Five hundred and fifty lives were lost from the La Bourgogne (out of 726). The Cromartyshire, which had been travelling at only four knots with its fog horn sounding, survived the collision and was able to save 173 survivors. News of the sinking was reported in Halifax on 6 July when the Cromartyshire arrived in Halifax harbour in tow by the S.S. Grecian.

The Transatlantic steamer SS La Bourgogne, entering the port of Le Havre, France. Public domain.
The Transatlantic steamer SS La Bourgogne, entering the port of Le Havre, France. Public domain.

After the survivors arrived onshore, controversy erupted when it was learned that only about 13 percent of the passengers survived, while over 48 percent of the crew did.
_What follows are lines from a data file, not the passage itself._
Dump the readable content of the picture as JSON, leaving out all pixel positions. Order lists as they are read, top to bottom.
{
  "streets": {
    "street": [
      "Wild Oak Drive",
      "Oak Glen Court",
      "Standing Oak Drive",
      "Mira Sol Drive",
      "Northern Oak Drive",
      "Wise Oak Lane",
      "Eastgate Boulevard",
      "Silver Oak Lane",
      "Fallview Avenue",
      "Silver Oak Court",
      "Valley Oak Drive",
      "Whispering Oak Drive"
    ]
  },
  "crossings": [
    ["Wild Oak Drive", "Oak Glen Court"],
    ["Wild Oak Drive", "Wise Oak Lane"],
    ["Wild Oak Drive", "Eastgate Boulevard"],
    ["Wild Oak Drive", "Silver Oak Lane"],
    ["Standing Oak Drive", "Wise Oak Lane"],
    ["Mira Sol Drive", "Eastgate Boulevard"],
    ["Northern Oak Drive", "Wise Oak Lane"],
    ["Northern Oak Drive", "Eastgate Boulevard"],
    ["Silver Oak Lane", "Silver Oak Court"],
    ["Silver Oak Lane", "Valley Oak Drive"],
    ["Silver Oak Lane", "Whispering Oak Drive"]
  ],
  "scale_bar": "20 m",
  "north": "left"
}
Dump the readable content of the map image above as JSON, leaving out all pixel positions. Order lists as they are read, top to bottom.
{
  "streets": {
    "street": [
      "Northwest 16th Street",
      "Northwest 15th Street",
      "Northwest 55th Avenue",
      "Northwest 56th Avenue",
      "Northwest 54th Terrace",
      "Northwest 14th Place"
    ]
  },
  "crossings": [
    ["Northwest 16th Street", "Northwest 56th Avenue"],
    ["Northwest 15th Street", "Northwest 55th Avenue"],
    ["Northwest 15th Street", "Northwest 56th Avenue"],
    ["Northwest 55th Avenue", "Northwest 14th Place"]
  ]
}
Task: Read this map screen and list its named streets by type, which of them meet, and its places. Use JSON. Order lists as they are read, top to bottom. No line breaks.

All the officers had died and it was reported that violence and “desperate fights” had broken out as sleep-weary passengers fled to their lifeboats. Only one woman was rescued out of 300 and no children survived.

5 July 1881 - The Royal Canadian Academy of Arts exhibition was held for the first time in Nova Scotia at Province House, Halifax. A year earlier, on 6 March 1880, His Excellency the Marquis of Lorne, Governor-General of Canada and Her Royal Highness, The Princess Louise, opened the first exhibition in Ottawa in what was then called the Canadian Academy of Arts. It was later designated by Queen Victoria, as the Royal Canadian Academy of Arts on 16 July 1880.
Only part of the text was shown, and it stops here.